§ Exercise details
Filter the entries below, keeping every line that has the word "search".

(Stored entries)
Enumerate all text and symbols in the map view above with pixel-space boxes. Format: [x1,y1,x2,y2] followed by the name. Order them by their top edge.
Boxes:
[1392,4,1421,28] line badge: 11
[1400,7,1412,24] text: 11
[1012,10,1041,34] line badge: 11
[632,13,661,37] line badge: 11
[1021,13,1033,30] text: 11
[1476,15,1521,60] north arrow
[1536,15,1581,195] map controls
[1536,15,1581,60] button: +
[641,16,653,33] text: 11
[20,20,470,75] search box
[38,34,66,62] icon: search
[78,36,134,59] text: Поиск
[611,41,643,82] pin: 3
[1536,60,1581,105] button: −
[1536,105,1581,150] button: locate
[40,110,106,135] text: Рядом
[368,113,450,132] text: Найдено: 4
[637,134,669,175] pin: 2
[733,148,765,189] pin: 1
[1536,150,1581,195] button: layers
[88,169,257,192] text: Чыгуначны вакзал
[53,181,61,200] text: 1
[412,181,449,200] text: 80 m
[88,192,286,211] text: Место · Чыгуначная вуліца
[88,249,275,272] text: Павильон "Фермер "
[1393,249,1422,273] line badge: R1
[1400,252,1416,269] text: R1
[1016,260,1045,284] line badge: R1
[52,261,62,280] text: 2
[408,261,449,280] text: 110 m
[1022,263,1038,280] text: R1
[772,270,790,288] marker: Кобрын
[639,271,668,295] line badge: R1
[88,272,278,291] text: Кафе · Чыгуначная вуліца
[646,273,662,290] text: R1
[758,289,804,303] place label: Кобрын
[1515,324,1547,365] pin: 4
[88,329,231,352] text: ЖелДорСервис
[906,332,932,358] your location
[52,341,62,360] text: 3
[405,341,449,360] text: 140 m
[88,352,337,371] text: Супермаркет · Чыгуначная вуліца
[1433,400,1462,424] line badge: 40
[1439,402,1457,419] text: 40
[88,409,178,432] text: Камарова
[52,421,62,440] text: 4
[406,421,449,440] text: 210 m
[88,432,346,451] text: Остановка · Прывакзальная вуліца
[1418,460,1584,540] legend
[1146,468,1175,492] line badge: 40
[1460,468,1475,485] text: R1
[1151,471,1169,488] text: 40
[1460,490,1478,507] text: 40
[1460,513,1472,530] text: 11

§ Solution below
[20,20,470,75] search box
[38,34,66,62] icon: search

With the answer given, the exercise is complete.